Author Margaret Atwood wrote, “Every recorded story implies a future reader.” I think of these words when I look at my walnut bowl with an engraved plaque that reads, “Mr. & Mrs. J.H. Gardener, a Token of Friendship and Esteem from Dr. G.J. Parks.” I hear a voice from the past, don’t you?
No one does this stuff anymore… unless you count mix tapes, but no one does that anymore either. And poorer we are for the lack of it.
And the mysterious names and dates? They’re enigmatic and mysterious! My friend, Wendy, has a bracelet she inherited from her grandmother. Every time she wears it, I covet its large engraved charms. The prettiest one says “May 4, 1956, A Date Never to Forget.” I asked Wendy about the significance of that day. “No clue,” said Wendy. “No one can figure out what the hell my grandma was trying to remember.”
A few years ago, I found the lovely sterling silver bottle opener (pictured above) engraved with an art-deco ‘H’ on one side and a date, 1-3-53, on the other. I intended it as a gift for our son, Henry, as he started college — a classy way to crack open a beer. Yes, I know, a very silly gift. College kids want the beer, not the tool to open the beer. But just before classes started, Henry announced that going forward, he would be using his middle name, Atticus.
So the bottle opener is in the shop, and now I’m looking for ‘A’s. Maybe you have one to sell me? I’m also considering ‘Fs,’ ‘Cs’ or an ‘SH’ because Atticus’s high school friends–who haven’t adopted to the new name–prefer to call him Fratticus, Catticus, Straw Hatticus.) Drop me an email. I’d be interested, and I promise not to judge you.
Photos by Renn Kuhnen.
I treasure monograms whether mine or not! Guess thats my born again Southern Jewish girl in me!

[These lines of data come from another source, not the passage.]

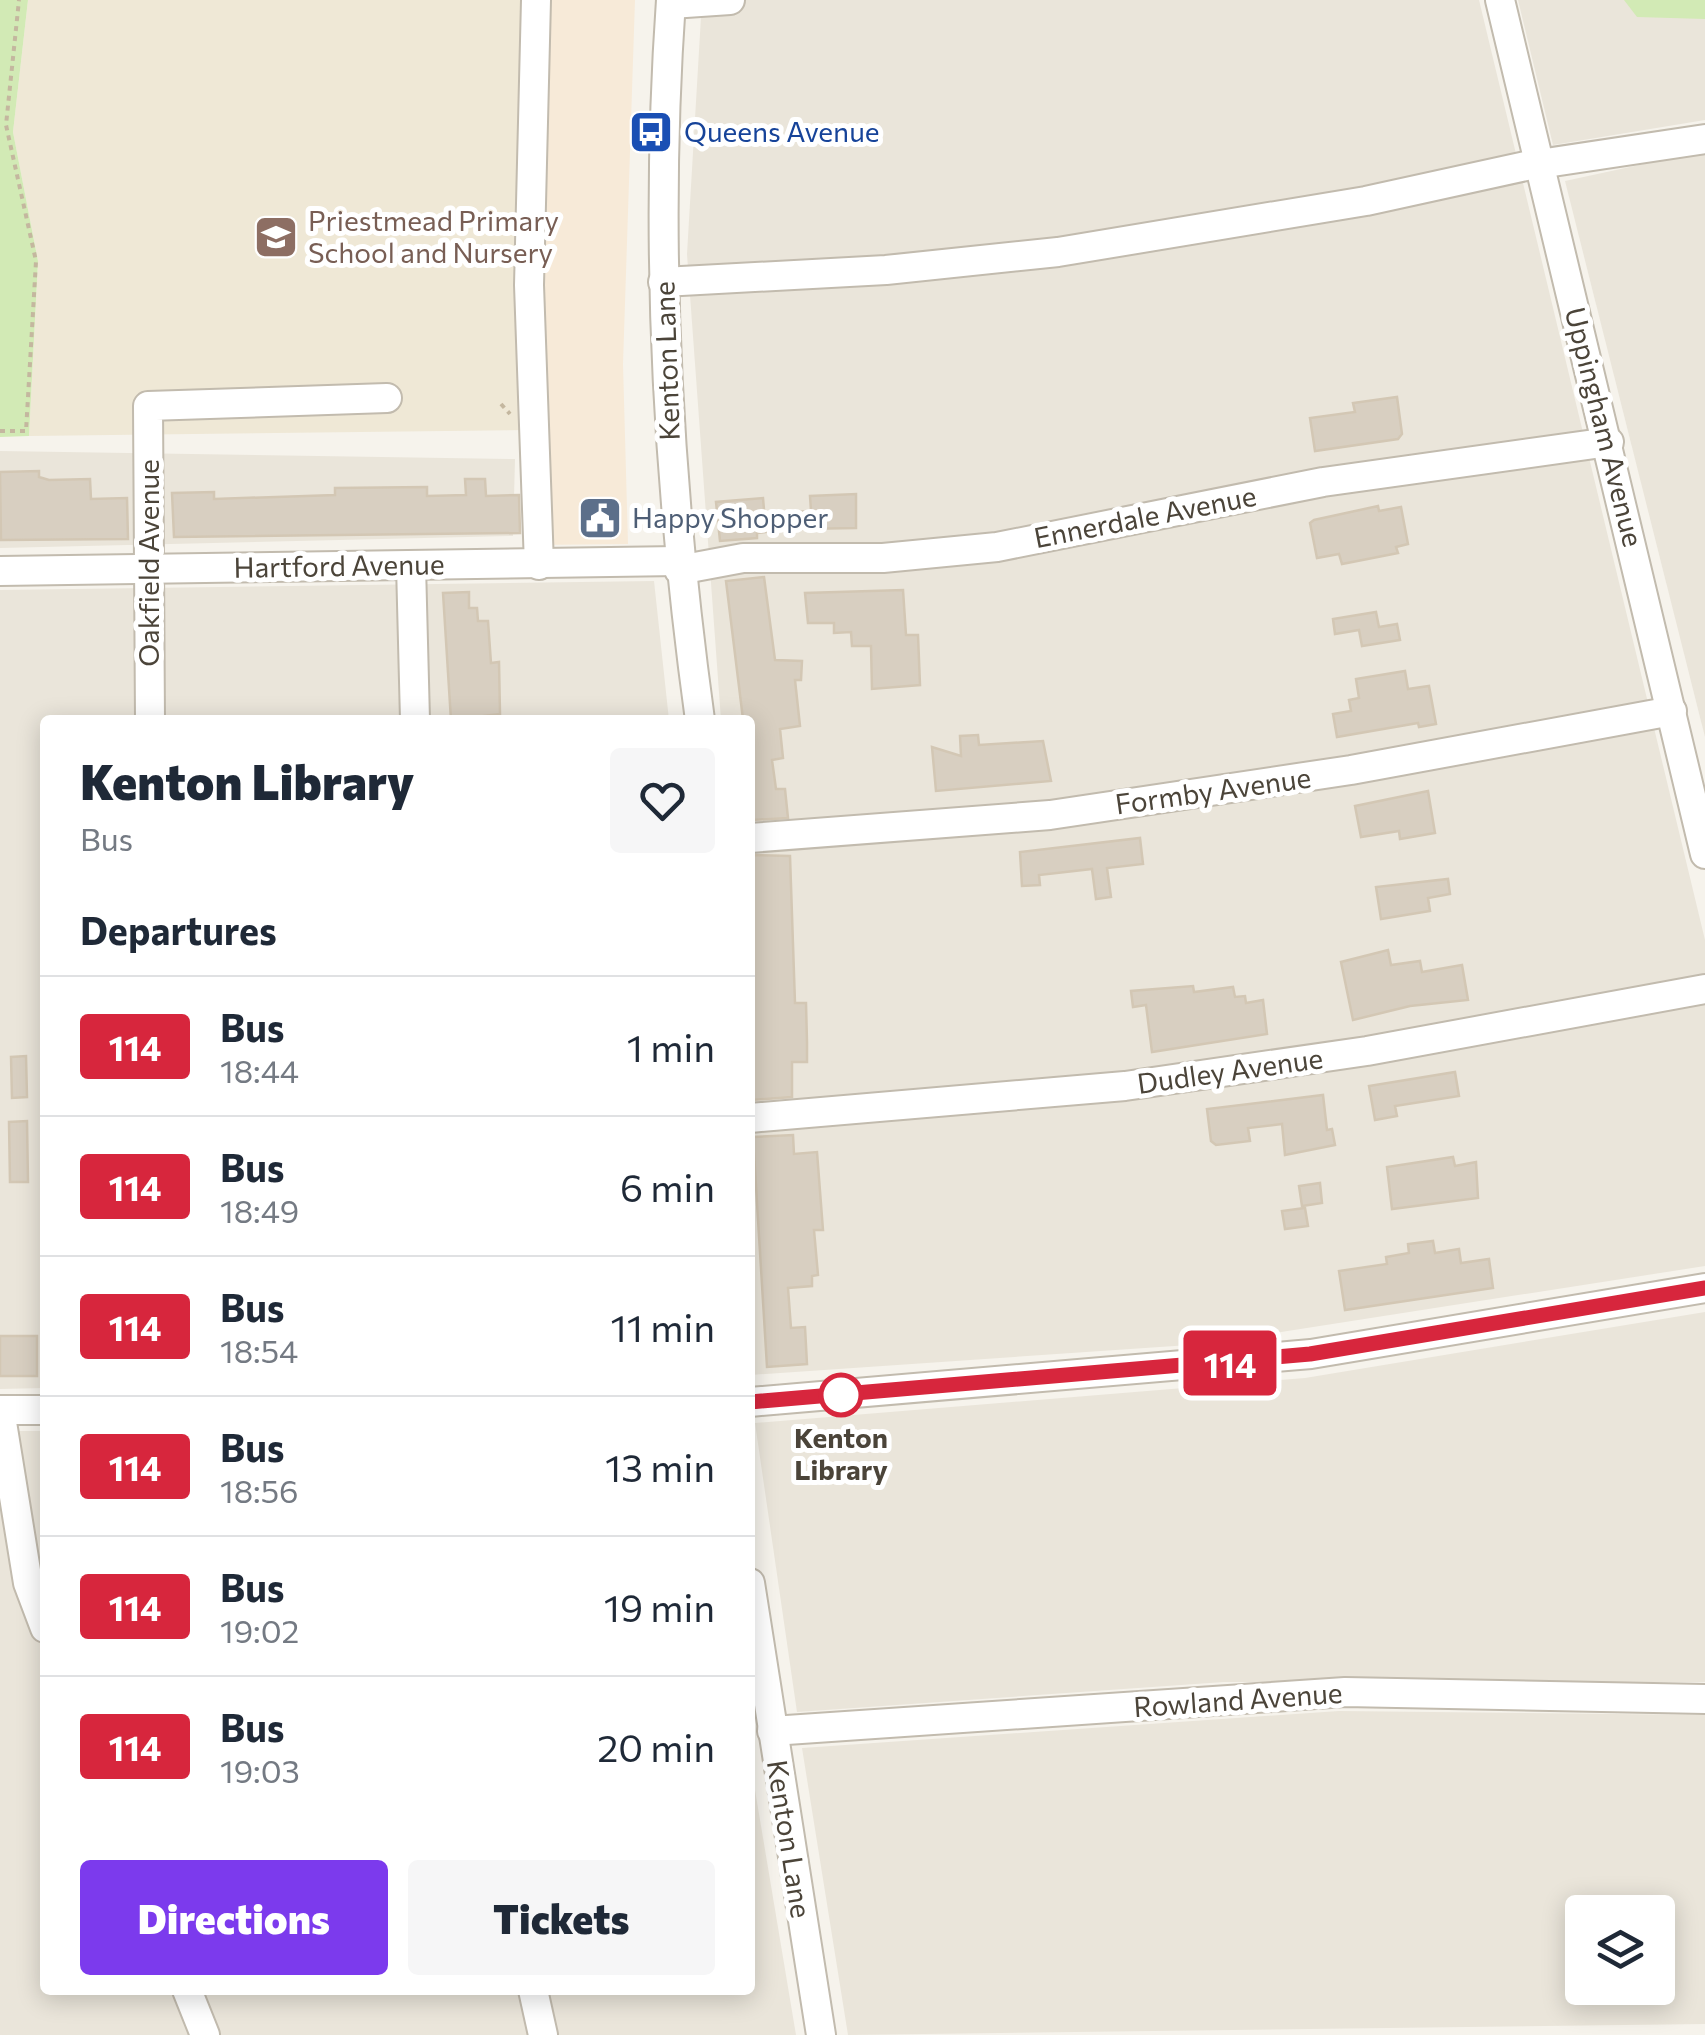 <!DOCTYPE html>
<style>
body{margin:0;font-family:Commissioner,sans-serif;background:#f6f6f7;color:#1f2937;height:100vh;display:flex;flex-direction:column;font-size:38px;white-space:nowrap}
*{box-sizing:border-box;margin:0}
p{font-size:32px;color:#747a83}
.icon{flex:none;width:55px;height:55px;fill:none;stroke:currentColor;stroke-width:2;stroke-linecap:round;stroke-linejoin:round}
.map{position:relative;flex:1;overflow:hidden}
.drawer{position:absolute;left:40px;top:715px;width:715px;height:1280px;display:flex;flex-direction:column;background:#fff;border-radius:10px;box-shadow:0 5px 25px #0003}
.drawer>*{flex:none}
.badge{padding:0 20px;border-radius:8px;font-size:35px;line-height:65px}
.fabs{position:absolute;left:1565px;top:1895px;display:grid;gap:20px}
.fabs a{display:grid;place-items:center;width:110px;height:110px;border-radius:10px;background:#fff;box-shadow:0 5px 25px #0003;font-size:50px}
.map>.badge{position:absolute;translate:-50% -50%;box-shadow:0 0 0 5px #fff}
h2{padding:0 40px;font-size:38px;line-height:90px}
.round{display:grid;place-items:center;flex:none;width:105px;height:105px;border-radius:10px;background:#f6f6f7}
.headline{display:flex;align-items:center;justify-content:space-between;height:170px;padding:0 40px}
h1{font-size:48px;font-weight:800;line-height:75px}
.primary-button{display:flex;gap:20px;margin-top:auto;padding:20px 40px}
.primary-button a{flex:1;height:115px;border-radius:10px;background:#7c3aed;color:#fff;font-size:40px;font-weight:800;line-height:115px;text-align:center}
.primary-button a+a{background:#f6f6f7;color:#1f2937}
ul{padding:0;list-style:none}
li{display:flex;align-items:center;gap:30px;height:140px;padding:0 40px;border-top:2px solid #e0e1e3}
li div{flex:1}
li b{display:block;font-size:38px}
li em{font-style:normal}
li .badge{min-width:110px;font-weight:700;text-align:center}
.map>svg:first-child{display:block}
.residential{fill:#eae5da;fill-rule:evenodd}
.commercial{fill:#f7ead8}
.education{fill:#efe8d6}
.green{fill:#d2eab5}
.building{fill:#d8cfc1;stroke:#d3c7b4;stroke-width:2.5}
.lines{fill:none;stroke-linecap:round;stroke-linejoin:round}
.minor-casing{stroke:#c2bbae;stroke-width:32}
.path{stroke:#c4b79f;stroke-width:4;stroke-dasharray:5 5;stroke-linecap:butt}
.minor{stroke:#fff;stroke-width:28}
.line-casing{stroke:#fff;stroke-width:22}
.line{stroke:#d7263d;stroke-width:15}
.stop-dot{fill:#fff;stroke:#d7263d;stroke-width:5}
.labels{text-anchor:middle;stroke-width:10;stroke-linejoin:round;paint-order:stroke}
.transit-label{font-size:28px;fill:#164399;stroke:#fff;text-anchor:start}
.education-label{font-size:28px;fill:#785e54;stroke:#fff;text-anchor:start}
.street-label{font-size:28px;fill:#4b4439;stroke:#fff}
.service-label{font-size:28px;fill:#4e5e75;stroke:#fff;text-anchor:start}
.stop-label{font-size:28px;font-weight:bold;fill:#4b4439;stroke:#fff}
</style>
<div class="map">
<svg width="1705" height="2035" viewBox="0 0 1705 2035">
<rect width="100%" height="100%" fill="#f6f3ec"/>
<g class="residential">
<path d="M702,0H1479L1705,940V1266L1204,1344L750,1375V720H721L687,254Z"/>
<path d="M1518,0H1705V120L1553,145Z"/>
<path d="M1690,154L1705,155V737L1565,181Z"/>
<path d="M0,451L515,459L513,536L0,548Z"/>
<path d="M654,581L669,720H45V1388L0,1389V590Z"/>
<path d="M1705,1312V1682H1224L797,1712L755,1423L1305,1378Z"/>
<path d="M0,1431H45V1990H750V1760L796,2035H0Z"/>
<path d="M1339,1711L1705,1715V2024L848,2035L802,1748ZM1582,1912H1658V1988H1582Z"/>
</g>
<path class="commercial" d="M548,0H635L623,364L628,544L532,545Z"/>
<path class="education" d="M28,0H527L525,430L29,436L38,261L13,132Z"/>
<g class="green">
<path d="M0,0H28L13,132L38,261L29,436L0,437Z"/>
<path d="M1624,0H1705V19L1637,17Z"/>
</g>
<g class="building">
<path d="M1397,397L1402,434L1398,439L1315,451L1310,418L1355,412L1353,403Z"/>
<path d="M39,471V477L49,480L90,479L91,499L127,498L128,539L1,540L0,472Z"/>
<path d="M465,479H485L486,496L519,495L520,533L174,537L172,493L214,492V499L335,495V488L427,487V496L466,495Z"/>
<path d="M856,494V528L800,529L798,512L811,511L810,496Z"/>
<path d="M763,498L766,532L757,533V538L720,541L716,502Z"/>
<path d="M1378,506L1379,511L1401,507L1408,544L1396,547L1398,553L1342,564L1339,554L1317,558L1310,523L1314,520Z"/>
<path d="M764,577L775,660L802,661L801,680H795L800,726L780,729L783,758L772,760L776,789H785L788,818L752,820L750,718L743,719L726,581Z"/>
<path d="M903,590L906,635H918L920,685L872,689L871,646H852L851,632L834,633V623H808L805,593Z"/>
<path d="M469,592V608H477L478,621H488L491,663L499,662L500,714L451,720L443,593Z"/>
<path d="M1376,612L1379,627L1397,624L1400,640L1362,646L1359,630L1335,634L1333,619Z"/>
<path d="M1405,671L1408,689L1429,686L1436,724L1419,727L1418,723L1337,737L1333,714L1351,711L1349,700L1359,698L1356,679Z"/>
<path d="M978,735L979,745L1043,741L1051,781L936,791L932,747L961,756L960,736Z"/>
<path d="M1428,791L1435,833L1400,839L1399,831L1361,837L1355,806Z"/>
<path d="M1140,838L1143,864L1107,868L1111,897L1096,899L1092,869L1039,875L1040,885L1022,886L1020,852Z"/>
<path d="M753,855L790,856L795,1003H806L807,1042V1062H792V1097L751,1100Z"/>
<path d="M1448,879L1450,894L1428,898L1430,911L1381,919L1376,887Z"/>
<path d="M1388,950L1391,965L1420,961L1422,972L1462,965L1468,1000L1410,1006L1353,1020L1341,962Z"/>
<path d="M1193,986L1194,992L1233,987L1235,997L1245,996L1246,1003L1263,1000L1267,1034L1152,1052L1146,1005L1133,1007L1131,991Z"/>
<path d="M26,1056L27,1097L12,1098L11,1057Z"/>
<path d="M1455,1072L1459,1096L1395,1106L1397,1116L1375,1120L1369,1086Z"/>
<path d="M1323,1095L1327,1130L1332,1129L1335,1145L1285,1155L1282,1124L1248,1128L1250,1141L1216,1145L1211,1141L1207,1109Z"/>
<path d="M27,1121L28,1182H10L9,1122Z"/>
<path d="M793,1135L794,1154L817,1152L823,1230H814L818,1275L812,1276V1286L788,1288L791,1328L805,1327L807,1364L767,1367L753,1137Z"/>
<path d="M1453,1157L1455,1166L1476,1162L1478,1198L1392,1209L1387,1167Z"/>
<path d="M1320,1183L1322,1203L1302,1206L1299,1186Z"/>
<path d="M1305,1208L1308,1226L1285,1229L1282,1211Z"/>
<path d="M1433,1241L1435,1253L1459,1249L1461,1263L1489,1259L1493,1288L1345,1310L1339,1271L1387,1264L1386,1257L1409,1253L1408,1244Z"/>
<rect x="0" y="1336" width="37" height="40"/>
</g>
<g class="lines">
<g class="minor-casing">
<g id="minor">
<path d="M536,0L529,285L539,565"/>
<path d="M671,0C654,241 667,481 700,720"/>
<path d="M1500,0L1705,854"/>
<path d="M671,4L730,0"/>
<path d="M663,282L886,270L1058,252L1366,201L1526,166L1705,139"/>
<path d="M411,565L415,720"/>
<path d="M679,570L743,558H883L997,547L1323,482L1609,442"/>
<path d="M0,571L678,561"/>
<path d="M150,720L148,406L387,398"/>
<path d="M750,838L1050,815L1351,770L1672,711"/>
<path d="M750,1118L1125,1086L1367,1051L1705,989"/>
<path d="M750,1402L1311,1354L1705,1288"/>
<path d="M0,1410L28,1583L45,1628"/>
<path d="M0,1410H45"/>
<path d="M750,1583L821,2035"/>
<path d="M772,1731L1345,1692L1705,1699"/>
<path d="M187,1990L205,2035"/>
<path d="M533,1990L543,2035"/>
</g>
</g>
<g class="path">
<path d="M501,404L510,414"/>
<path d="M0,431H26L36,261L6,125L19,0"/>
</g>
<use href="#minor" class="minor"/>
</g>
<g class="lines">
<g class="line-casing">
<path id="line" d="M750,1402L1310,1354L1705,1288"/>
</g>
<use href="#line" class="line"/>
</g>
<defs>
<g id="bus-square" transform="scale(2.25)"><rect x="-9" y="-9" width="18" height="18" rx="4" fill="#1a4fb4" stroke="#fff"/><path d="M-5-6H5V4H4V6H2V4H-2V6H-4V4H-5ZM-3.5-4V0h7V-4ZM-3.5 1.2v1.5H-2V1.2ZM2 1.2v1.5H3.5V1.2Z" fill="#fff"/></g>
<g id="school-square" transform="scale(2.25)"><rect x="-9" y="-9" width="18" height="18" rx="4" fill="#8d6e63" stroke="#fff"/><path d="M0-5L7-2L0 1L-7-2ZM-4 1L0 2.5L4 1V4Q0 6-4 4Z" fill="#fff"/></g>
<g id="civic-square" transform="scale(2.25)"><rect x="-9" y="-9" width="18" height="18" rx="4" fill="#5c6f8a" stroke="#fff"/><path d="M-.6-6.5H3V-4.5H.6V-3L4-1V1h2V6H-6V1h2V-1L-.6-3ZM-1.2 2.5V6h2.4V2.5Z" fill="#fff"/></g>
</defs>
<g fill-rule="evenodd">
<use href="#bus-square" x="651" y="132"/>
<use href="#school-square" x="276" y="237"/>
<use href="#civic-square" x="600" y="518"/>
</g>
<circle class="stop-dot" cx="841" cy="1395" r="20"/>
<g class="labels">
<g class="transit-label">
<text x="684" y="142">Queens Avenue</text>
</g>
<g class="education-label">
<text x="308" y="231">Priestmead Primary<tspan x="308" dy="32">School and Nursery</tspan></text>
</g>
<g class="street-label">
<text transform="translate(667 361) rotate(-92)" y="10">Kenton Lane</text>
<text transform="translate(1604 427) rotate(76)" y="10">Uppingham Avenue</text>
<text transform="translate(1145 517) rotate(-11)" y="10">Ennerdale Avenue</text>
<text transform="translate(149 563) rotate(-90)" y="10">Oakfield Avenue</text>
<text transform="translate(339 566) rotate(-1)" y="10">Hartford Avenue</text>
<text transform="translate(1213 791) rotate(-8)" y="10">Formby Avenue</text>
<text transform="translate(1230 1071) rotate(-8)" y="10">Dudley Avenue</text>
<text transform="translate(1238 1700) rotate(-4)" y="10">Rowland Avenue</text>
<text transform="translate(789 1839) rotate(81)" y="10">Kenton Lane</text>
</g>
<g class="service-label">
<text x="632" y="528">Happy Shopper</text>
</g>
<g class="stop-label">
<text x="841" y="1448">Kenton<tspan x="841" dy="32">Library</tspan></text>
</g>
</g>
</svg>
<div class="fabs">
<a><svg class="icon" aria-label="layers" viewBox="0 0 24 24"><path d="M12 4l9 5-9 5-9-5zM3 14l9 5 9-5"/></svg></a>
</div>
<b class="badge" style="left:1230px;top:1363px;background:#d7263d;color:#fff">114</b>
<section class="drawer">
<div class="headline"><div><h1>Kenton Library</h1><p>Bus</p></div><a class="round"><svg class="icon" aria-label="heart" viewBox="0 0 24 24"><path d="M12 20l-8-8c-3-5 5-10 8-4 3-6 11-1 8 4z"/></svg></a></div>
<h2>Departures</h2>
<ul>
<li><span class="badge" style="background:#d7263d;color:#fff">114</span><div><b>Bus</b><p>18:44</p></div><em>1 min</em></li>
<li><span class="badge" style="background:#d7263d;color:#fff">114</span><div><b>Bus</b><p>18:49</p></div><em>6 min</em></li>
<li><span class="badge" style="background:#d7263d;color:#fff">114</span><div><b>Bus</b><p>18:54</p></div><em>11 min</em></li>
<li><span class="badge" style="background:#d7263d;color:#fff">114</span><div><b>Bus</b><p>18:56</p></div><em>13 min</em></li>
<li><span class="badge" style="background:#d7263d;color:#fff">114</span><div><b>Bus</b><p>19:02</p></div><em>19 min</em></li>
<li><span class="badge" style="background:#d7263d;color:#fff">114</span><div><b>Bus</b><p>19:03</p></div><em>20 min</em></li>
</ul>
<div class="primary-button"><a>Directions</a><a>Tickets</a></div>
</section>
</div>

You have quite a heritage! Love it!
I, too, treasure my monogrammed items. When antiquing I look for monogrammed silver and linens–any monogram as long as it’s pretty.
Love this post, Mithra! Isn’t it interesting that some kinds of furniture, art, antiques and jewelry are more valuable when we know the provenance? In my bedroom I have a handcrafted and hand painted–with a vinegar wash–dresser from the mid-1800’s. I bought it from a friend who owned an antique store in Comfort, Texas, a tiny town. The dresser was built by one of the original German settlers, who moved to the Texas Hill Country, as a gift for his wife. They’d probably be sad to know the 20-seomthing who inherited it, wasn’t at all interested in it. I’ve cherished it for 13 years. It was in the bedroom at the Little House, my home in the Hill Country. Now it’s here with me in my bedroom in the city. xoxox, Brenda
Oh, Mithra, you and I are similar in many ways! I love to wonder about the meaning behind a monogram. And Grandma would be proud of your writings and musings.